▶ _THE TASK_
Reprint all of the data below exactly as shown and skip every image.

▶ _Stored data entries_
★ ★ ★ ★ ★

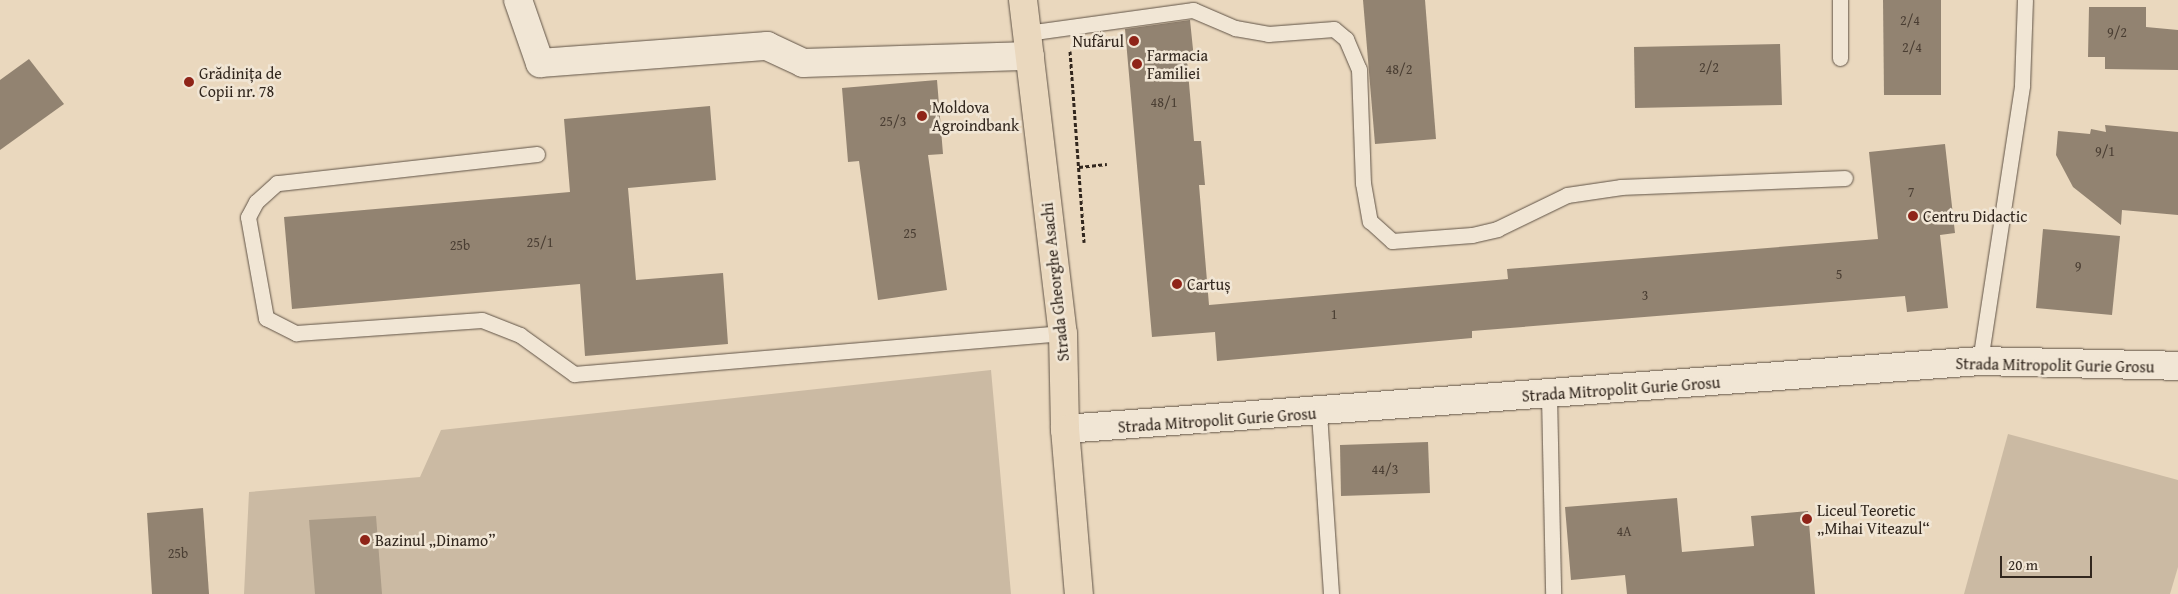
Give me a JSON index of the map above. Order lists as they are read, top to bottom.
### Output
{
  "streets": {
    "main road": ["Strada Gheorghe Asachi"],
    "street": ["Strada Mitropolit Gurie Grosu"]
  },
  "crossings": [
    ["Strada Gheorghe Asachi", "Strada Mitropolit Gurie Grosu"]
  ],
  "places": [
    "Nufărul",
    "Farmacia Familiei",
    "Grădinița de Copii nr. 78",
    "Moldova Agroindbank",
    "Centru Didactic",
    "Cartuș",
    "Liceul Teoretic „Mihai Viteazul“",
    "Bazinul „Dinamo”"
  ],
  "house_numbers": [
    "2/4",
    "9/2",
    "2/4",
    "2/2",
    "48/2",
    "48/1",
    "25/3",
    "9/1",
    "7",
    "25",
    "25/1",
    "25b",
    "9",
    "5",
    "3",
    "1",
    "44/3",
    "4A",
    "25b"
  ],
  "scale_bar": "20 m"
}
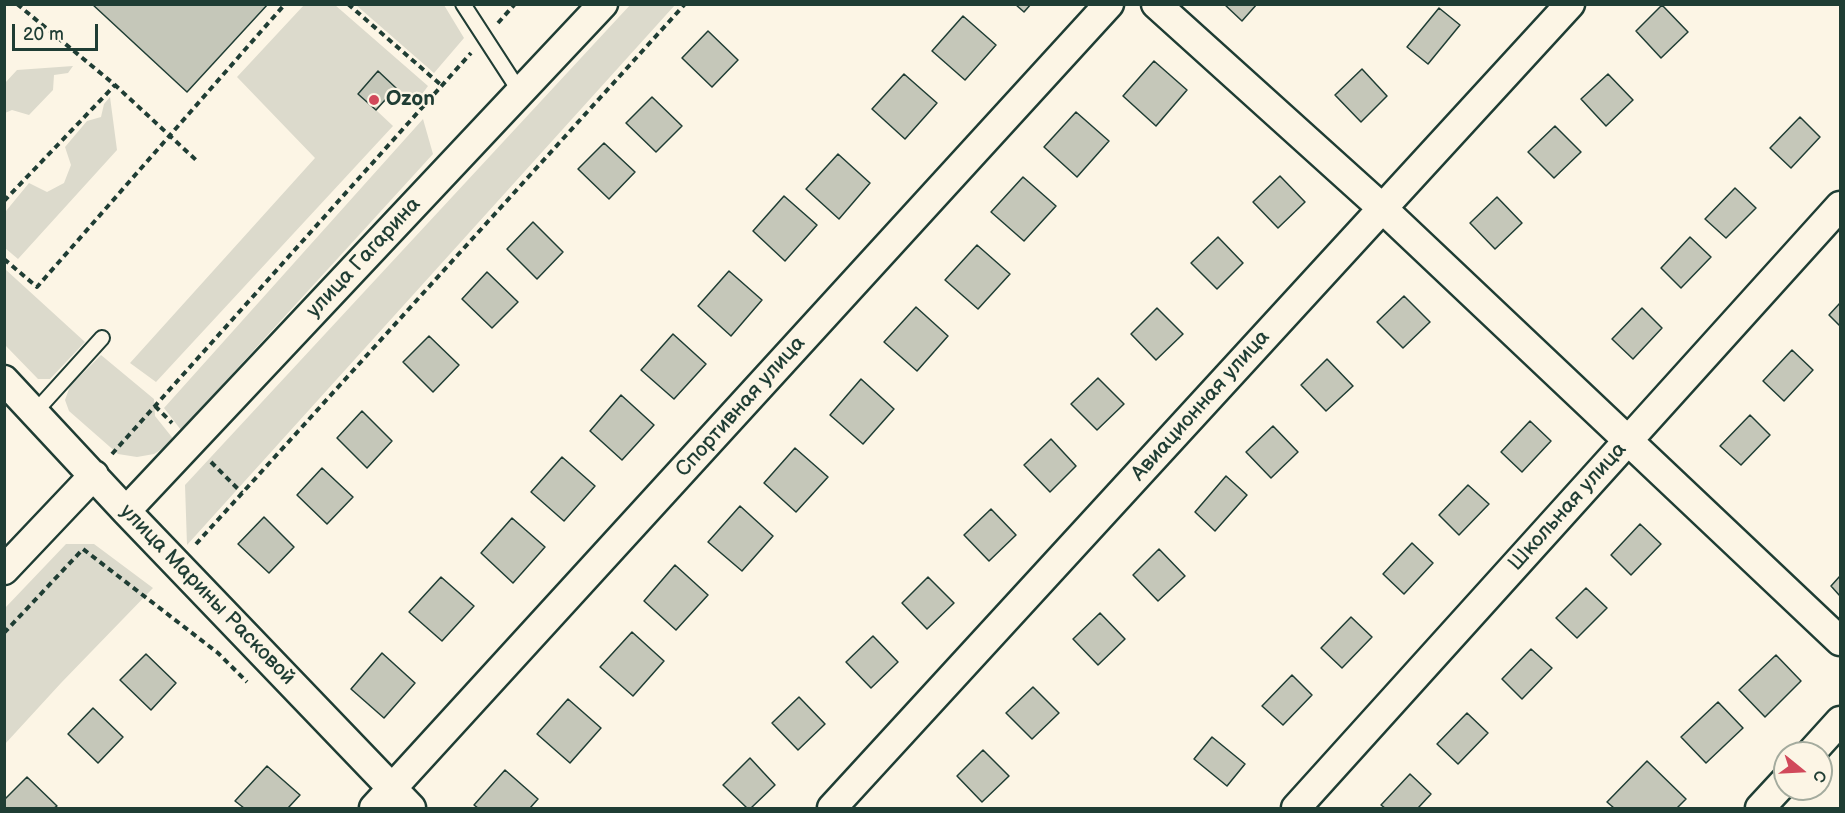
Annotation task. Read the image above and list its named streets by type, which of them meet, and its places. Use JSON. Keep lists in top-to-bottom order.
{
  "streets": {
    "street": [
      "улица Гагарина",
      "Авиационная улица",
      "Спортивная улица",
      "Школьная улица",
      "улица Марины Расковой"
    ]
  },
  "crossings": [
    ["улица Гагарина", "улица Марины Расковой"],
    ["Спортивная улица", "улица Марины Расковой"]
  ],
  "places": ["Ozon"],
  "scale_bar": "20 m",
  "north": "right"
}
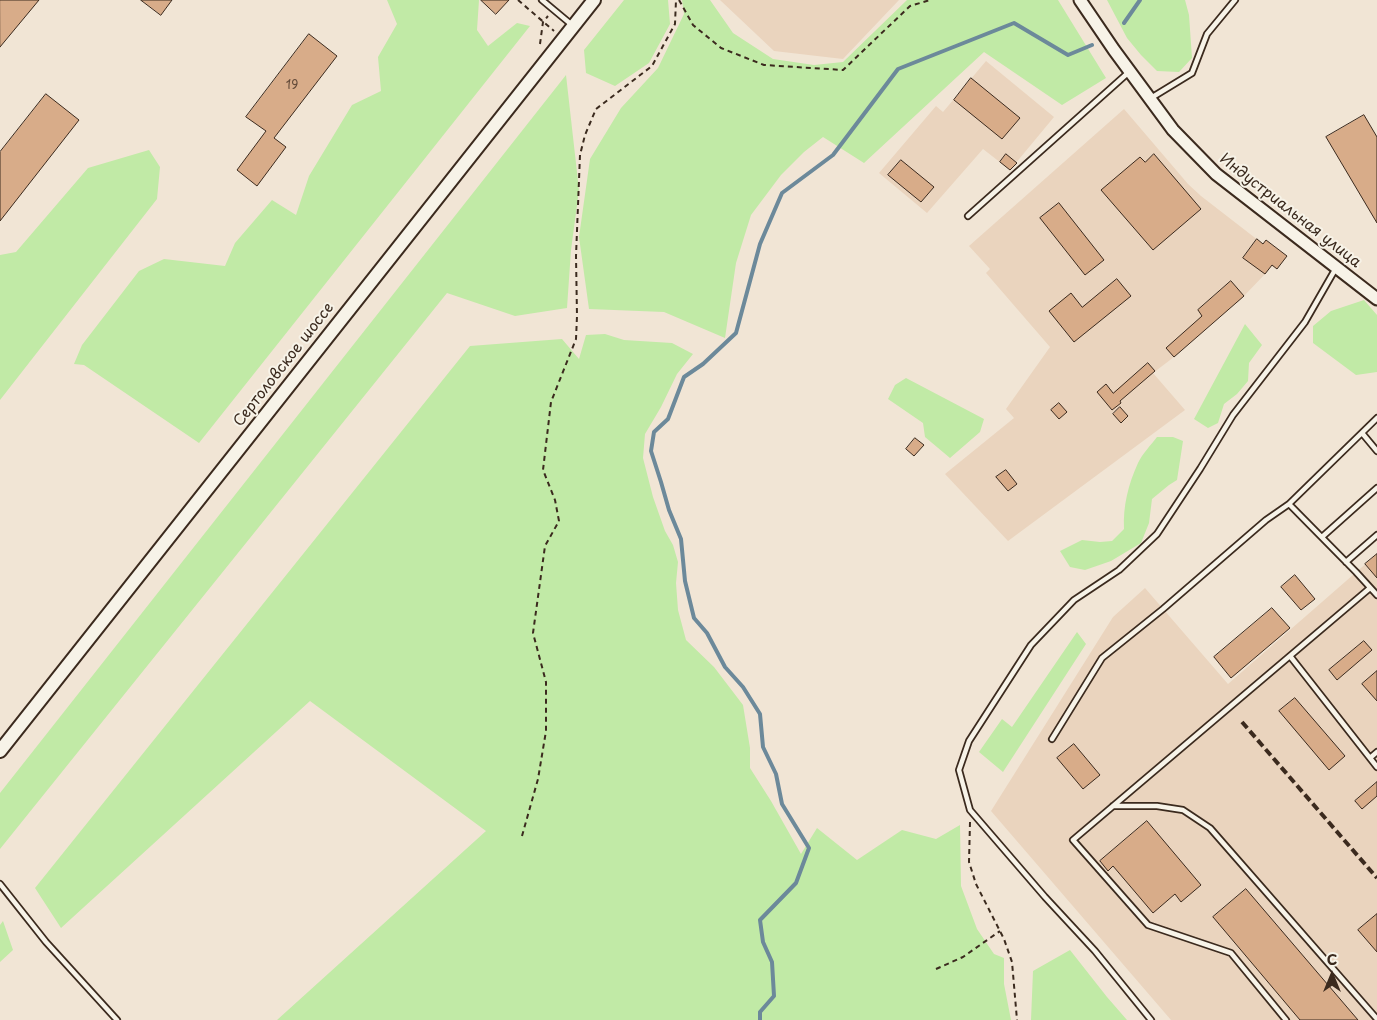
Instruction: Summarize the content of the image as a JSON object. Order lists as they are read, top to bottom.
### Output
{
  "streets": {
    "main road": ["Сертоловское шоссе"],
    "street": ["Индустриальная улица"]
  },
  "house_numbers": ["19"],
  "north": "top"
}
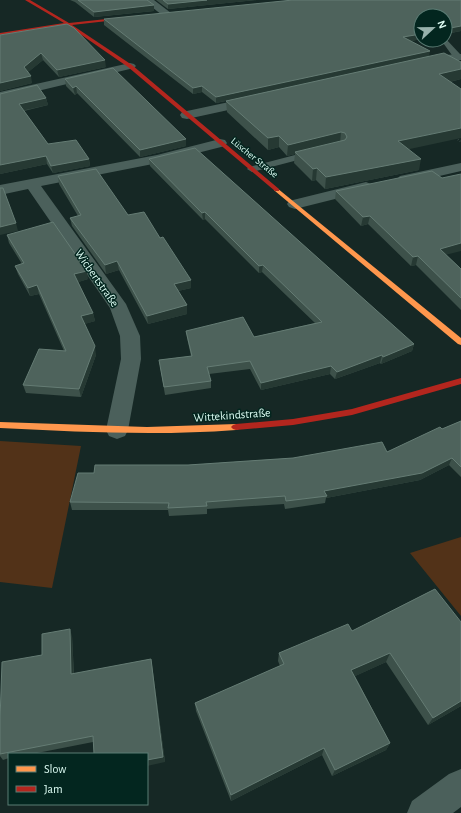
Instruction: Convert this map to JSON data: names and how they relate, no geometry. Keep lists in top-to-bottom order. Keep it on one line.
{"streets":{"street":["Lüscher Straße","Wicbertstraße","Wittekindstraße"]},"crossings":[["Wicbertstraße","Wittekindstraße"]],"legend":["Slow","Jam"],"north":"right"}
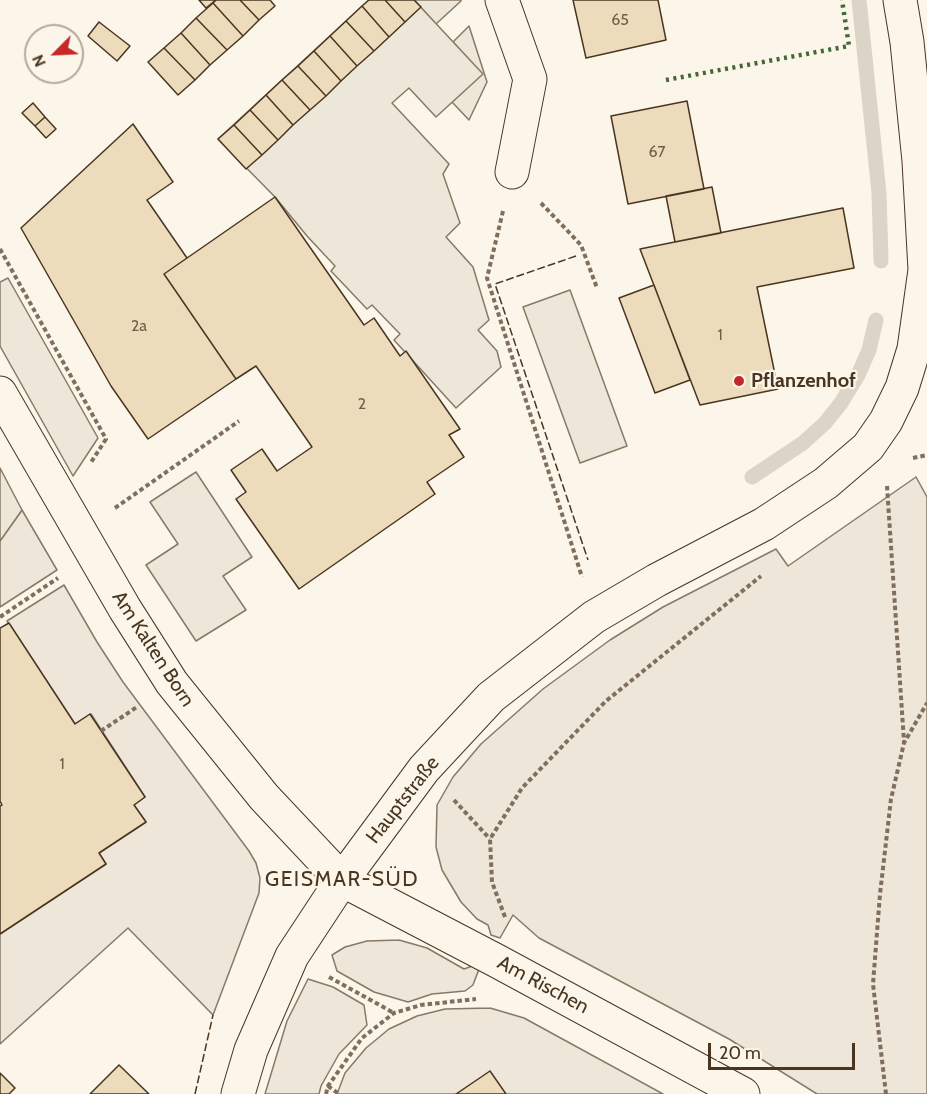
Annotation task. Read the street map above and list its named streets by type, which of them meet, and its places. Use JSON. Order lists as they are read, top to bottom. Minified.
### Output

★ ★ ★ ★ ★

▶ _RESPONSE_
Give me a JSON index of the map above. Order lists as they are read, top to bottom.
### Output
{
  "streets": {
    "main road": ["Strada Gheorghe Asachi"],
    "street": ["Strada Mitropolit Gurie Grosu"]
  },
  "crossings": [
    ["Strada Gheorghe Asachi", "Strada Mitropolit Gurie Grosu"]
  ],
  "places": [
    "Nufărul",
    "Farmacia Familiei",
    "Grădinița de Copii nr. 78",
    "Moldova Agroindbank",
    "Centru Didactic",
    "Cartuș",
    "Liceul Teoretic „Mihai Viteazul“",
    "Bazinul „Dinamo”"
  ],
  "house_numbers": [
    "2/4",
    "9/2",
    "2/4",
    "2/2",
    "48/2",
    "48/1",
    "25/3",
    "9/1",
    "7",
    "25",
    "25/1",
    "25b",
    "9",
    "5",
    "3",
    "1",
    "44/3",
    "4A",
    "25b"
  ],
  "scale_bar": "20 m"
}
Annotation task. Read the image above and list its named streets by type, which of them meet, and its places. Use JSON. Keep lists in top-to-bottom order.
{
  "streets": {
    "street": [
      "улица Гагарина",
      "Авиационная улица",
      "Спортивная улица",
      "Школьная улица",
      "улица Марины Расковой"
    ]
  },
  "crossings": [
    ["улица Гагарина", "улица Марины Расковой"],
    ["Спортивная улица", "улица Марины Расковой"]
  ],
  "places": ["Ozon"],
  "scale_bar": "20 m",
  "north": "right"
}
Instruction: Summarize the content of the image as a JSON object. Order lists as they are read, top to bottom.
### Output
{
  "streets": {
    "main road": ["Сертоловское шоссе"],
    "street": ["Индустриальная улица"]
  },
  "house_numbers": ["19"],
  "north": "top"
}
Instruction: Convert this map to JSON data: names and how they relate, no geometry. Keep lists in top-to-bottom order. Keep it on one line.
{"streets":{"street":["Lüscher Straße","Wicbertstraße","Wittekindstraße"]},"crossings":[["Wicbertstraße","Wittekindstraße"]],"legend":["Slow","Jam"],"north":"right"}
Annotation task. Read the street map above and list its named streets by type, which of them meet, and its places. Use JSON. Order lists as they are read, top to bottom. Minified.
### Output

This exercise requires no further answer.